Studies have indicated that mastectomy and breast-conserving therapy produce similar long-term survival among women with early-stage breast cancer. Some research has suggested, however, that young women may have a higher risk of breast cancer recurrence than older women after breast-conserving therapy. Concerns about recurrence risk may be contributing to the increasing use of mastectomy among young women. 

   

Two studies that will be presented at the 2011 Breast Cancer Symposium explore whether type of surgery affects outcomes among young women with breast cancer. The first study involved 628 women age 40 and younger who were treated for early-stage breast cancer at Massachusetts General Hospital.[1]  

   

Risk of a local breast cancer recurrence (a recurrence in or near the breast) did not vary significantly by type of surgery. By five years, the risk of a local breast cancer recurrence was 4.6% among women treated with breast-conserving therapy and 8.5% among women treated with mastectomy. By ten years, the risk was 13.3% among women treated with breast-conserving therapy and 10.8% among women treated with mastectomy.  

   

The second study collected information from a large national database about more than 14,000 breast cancer patients under the age of 40. [2] After accounting for patient and tumor characteristics, breast-conserving therapy and mastectomy produced similar overall survival.

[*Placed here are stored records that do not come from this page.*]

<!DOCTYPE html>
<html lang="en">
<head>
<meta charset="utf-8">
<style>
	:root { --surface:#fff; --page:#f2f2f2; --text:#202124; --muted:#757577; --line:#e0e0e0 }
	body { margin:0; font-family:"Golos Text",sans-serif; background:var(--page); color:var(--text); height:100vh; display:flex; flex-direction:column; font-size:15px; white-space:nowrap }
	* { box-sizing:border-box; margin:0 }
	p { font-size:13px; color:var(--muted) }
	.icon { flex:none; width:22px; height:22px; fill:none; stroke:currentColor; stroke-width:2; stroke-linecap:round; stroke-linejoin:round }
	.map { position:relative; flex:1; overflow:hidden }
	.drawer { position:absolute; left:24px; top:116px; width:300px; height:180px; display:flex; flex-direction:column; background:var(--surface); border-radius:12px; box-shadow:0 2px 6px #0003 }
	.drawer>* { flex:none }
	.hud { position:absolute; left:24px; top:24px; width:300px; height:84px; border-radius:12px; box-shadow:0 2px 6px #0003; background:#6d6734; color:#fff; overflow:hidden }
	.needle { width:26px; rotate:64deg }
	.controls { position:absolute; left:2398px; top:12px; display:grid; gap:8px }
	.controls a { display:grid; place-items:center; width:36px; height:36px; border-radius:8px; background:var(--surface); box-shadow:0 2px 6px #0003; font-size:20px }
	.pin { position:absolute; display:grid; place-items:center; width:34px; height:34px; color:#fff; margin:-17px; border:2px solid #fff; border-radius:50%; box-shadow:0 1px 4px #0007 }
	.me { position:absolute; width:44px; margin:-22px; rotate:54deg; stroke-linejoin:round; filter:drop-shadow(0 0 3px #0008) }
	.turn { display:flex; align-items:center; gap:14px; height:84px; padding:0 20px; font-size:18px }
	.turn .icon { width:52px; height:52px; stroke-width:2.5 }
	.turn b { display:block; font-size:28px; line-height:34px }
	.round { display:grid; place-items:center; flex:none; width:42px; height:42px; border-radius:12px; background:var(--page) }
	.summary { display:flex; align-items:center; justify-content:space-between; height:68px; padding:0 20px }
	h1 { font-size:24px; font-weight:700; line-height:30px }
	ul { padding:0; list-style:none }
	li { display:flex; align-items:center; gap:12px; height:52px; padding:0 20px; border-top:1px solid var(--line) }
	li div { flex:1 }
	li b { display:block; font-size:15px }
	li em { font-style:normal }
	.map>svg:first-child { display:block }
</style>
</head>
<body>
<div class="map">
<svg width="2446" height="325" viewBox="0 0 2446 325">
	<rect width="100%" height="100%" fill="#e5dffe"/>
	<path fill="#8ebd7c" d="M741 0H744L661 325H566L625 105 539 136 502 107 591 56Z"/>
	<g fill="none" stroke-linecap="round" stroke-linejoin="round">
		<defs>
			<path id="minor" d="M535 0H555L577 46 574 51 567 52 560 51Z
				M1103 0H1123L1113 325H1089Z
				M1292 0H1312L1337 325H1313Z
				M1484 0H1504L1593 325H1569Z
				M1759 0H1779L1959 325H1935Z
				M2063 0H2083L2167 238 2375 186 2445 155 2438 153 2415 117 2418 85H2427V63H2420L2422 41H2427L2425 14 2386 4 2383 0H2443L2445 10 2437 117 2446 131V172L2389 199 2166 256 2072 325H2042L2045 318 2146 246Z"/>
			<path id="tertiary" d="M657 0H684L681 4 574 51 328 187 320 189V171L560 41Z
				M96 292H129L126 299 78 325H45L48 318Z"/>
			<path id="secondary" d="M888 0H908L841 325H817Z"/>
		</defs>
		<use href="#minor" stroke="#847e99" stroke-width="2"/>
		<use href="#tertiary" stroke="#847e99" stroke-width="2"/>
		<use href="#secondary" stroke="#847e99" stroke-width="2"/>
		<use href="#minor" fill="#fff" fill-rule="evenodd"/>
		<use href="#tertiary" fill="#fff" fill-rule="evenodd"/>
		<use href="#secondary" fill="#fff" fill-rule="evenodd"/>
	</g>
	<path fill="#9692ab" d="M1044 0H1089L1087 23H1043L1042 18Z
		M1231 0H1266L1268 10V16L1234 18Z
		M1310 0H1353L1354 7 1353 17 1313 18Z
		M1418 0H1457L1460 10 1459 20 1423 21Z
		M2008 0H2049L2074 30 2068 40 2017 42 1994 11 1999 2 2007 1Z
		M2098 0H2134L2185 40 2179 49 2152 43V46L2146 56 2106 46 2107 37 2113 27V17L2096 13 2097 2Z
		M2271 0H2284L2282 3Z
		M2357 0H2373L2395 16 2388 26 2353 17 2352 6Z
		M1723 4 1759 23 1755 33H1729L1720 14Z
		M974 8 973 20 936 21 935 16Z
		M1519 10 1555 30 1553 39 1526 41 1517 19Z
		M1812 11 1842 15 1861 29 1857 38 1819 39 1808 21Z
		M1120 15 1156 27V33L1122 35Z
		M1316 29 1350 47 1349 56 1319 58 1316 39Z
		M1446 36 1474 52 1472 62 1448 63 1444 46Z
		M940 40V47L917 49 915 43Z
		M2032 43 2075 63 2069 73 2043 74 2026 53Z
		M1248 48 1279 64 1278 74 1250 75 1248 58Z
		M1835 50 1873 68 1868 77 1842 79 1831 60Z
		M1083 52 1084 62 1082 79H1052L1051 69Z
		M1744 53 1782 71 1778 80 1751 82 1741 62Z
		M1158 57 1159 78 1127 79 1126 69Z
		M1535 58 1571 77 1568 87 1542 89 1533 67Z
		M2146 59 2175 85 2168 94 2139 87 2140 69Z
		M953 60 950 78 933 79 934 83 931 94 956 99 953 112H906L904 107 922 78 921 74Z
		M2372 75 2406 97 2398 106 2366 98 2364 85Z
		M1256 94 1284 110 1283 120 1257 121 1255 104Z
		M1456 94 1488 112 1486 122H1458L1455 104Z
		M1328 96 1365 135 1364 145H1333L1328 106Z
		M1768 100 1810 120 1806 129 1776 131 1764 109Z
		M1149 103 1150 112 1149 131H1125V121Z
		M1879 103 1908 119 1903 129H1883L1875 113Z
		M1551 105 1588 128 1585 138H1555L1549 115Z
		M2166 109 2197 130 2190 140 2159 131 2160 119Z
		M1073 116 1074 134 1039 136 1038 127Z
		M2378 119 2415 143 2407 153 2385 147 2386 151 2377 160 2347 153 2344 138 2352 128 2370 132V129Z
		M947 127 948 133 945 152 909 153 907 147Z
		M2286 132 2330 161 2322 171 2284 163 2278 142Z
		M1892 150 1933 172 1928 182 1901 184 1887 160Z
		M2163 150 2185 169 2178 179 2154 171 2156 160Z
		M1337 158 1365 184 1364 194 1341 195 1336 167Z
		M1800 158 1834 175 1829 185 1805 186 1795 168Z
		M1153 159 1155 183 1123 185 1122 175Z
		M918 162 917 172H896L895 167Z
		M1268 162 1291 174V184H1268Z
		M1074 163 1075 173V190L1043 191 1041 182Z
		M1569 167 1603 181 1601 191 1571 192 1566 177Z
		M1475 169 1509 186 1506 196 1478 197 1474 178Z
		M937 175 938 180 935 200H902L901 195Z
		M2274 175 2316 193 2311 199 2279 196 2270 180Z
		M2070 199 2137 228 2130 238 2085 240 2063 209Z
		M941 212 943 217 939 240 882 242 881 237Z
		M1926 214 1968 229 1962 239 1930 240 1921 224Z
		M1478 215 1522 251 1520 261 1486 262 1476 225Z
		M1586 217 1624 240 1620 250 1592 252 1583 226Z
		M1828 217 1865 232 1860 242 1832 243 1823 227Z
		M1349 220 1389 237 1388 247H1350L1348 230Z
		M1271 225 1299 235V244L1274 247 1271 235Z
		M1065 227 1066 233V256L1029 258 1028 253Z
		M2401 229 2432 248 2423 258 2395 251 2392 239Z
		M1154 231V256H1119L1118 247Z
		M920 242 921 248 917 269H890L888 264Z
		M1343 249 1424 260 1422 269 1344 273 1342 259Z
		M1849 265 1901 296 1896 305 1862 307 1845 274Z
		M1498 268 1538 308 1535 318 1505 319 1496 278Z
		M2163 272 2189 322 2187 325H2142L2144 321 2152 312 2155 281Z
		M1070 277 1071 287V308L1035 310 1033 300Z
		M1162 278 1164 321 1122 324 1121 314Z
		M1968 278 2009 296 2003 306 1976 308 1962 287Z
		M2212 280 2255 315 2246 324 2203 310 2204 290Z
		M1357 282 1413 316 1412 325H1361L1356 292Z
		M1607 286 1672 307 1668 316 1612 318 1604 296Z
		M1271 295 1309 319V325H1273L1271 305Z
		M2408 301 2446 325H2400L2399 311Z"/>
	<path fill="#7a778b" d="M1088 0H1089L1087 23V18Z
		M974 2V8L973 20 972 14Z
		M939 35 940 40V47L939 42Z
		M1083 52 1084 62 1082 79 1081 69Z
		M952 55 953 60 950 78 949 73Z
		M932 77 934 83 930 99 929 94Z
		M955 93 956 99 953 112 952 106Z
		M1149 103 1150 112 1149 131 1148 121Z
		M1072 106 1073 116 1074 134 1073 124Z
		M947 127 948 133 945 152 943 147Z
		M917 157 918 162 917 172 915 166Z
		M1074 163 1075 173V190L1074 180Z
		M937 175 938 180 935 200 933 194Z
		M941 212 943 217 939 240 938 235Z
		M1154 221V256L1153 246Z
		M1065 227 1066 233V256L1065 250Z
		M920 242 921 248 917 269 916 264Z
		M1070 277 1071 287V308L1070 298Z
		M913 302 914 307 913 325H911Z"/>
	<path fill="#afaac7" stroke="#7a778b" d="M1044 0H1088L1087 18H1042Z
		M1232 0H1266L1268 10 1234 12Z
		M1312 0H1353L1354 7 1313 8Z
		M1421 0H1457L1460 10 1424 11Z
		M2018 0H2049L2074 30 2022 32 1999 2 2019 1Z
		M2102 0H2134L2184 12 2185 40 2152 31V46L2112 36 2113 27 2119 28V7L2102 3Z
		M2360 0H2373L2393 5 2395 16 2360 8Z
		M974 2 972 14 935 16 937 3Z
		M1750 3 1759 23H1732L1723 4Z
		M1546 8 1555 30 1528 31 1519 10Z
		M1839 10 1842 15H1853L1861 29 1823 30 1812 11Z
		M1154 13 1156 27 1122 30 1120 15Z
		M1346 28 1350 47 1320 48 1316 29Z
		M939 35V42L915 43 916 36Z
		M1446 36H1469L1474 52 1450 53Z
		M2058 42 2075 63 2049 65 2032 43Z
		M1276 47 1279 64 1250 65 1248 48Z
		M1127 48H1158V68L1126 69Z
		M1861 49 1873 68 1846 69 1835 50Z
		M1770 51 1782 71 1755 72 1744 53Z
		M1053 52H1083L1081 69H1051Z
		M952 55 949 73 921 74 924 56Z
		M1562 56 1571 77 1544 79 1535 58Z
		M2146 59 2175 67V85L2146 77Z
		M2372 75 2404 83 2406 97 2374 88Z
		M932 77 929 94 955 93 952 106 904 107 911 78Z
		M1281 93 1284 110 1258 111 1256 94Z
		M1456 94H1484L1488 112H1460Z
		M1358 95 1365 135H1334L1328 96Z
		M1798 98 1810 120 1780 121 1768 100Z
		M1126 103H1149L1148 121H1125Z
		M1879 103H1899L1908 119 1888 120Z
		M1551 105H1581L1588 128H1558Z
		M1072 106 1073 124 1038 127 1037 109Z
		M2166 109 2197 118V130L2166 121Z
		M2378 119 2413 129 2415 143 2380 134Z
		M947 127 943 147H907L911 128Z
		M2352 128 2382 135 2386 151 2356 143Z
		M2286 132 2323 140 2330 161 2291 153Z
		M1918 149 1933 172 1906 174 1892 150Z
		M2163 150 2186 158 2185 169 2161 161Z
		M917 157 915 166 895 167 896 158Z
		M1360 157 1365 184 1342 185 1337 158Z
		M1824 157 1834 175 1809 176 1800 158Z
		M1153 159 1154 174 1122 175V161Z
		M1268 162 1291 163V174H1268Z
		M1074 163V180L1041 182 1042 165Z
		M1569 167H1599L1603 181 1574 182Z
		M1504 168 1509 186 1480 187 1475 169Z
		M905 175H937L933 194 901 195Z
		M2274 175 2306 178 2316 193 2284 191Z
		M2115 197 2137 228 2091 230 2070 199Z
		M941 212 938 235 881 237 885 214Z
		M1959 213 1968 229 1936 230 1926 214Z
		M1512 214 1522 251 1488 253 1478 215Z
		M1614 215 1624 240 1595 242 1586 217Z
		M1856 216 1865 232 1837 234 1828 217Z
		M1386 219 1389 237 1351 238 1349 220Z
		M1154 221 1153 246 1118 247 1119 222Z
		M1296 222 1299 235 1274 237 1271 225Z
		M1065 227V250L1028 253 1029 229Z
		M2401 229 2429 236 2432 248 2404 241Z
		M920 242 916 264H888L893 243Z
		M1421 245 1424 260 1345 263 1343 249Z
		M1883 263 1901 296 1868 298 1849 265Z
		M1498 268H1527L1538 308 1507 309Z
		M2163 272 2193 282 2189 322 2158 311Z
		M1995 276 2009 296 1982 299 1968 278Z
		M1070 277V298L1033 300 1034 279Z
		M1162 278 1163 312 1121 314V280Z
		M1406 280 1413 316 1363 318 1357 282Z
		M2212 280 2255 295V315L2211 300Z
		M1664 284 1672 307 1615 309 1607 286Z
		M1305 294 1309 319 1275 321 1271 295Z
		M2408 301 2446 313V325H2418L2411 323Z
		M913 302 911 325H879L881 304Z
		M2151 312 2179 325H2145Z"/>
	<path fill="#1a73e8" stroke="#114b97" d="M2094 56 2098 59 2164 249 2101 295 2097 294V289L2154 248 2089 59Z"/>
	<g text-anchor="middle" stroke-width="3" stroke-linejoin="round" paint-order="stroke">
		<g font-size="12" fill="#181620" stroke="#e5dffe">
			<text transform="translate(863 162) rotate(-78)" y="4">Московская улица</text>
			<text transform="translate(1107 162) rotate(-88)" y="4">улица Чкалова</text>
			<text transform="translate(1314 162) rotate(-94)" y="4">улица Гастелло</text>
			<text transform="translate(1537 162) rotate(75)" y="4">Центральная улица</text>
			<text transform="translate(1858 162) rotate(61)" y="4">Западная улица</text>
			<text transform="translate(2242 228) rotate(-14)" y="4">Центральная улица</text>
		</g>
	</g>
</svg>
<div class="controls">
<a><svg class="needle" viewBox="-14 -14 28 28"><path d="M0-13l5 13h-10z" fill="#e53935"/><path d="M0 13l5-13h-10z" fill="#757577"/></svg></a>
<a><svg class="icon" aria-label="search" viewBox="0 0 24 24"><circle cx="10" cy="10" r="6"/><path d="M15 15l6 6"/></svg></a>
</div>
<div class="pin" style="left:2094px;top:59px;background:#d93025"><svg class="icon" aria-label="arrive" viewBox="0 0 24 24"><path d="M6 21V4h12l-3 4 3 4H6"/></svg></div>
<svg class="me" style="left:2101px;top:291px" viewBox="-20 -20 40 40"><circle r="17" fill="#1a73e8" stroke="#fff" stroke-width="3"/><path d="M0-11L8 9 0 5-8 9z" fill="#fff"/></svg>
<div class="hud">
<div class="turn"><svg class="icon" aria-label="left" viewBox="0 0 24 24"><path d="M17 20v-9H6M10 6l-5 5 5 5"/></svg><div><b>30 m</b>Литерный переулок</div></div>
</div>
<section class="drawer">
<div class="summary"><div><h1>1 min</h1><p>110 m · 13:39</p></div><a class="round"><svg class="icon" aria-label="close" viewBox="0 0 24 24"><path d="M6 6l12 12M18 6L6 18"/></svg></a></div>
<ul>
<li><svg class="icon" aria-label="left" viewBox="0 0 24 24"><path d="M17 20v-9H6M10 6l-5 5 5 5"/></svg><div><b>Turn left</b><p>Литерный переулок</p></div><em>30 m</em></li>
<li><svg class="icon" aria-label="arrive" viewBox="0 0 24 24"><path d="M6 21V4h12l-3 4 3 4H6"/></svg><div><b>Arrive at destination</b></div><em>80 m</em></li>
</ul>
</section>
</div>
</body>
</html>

Ten-year overall survival was 83.5% among women treated with breast-conserving therapy and 83.6% among women treated with mastectomy. 

   

Together, these studies suggest that mastectomy and breast-conserving therapy produce similar outcomes among young women with early-stage breast cancer. Young women may wish to take this information into account when making decisions about breast cancer treatment. 

   

References:   



[1] Buckley JM, Coopey S, Samphao S et al. Recurrence rates and long-term survival in women diagnosed with breast cancer at age 40 and younger. Paper presented at: 2011 Breast Cancer Symposium; September 8-10, 2011; San Francisco, CA. Abstract 70. 

   

[2] Mahmood U, Morris CG, Neuner GA et al. Equivalent survival with breast-conservation therapy or mastectomy in the management of young women with early-stage breast cancer. Paper presented at: 2011 Breast Cancer Symposium; September 8-10, 2011; San Francisco, CA. Abstract 85.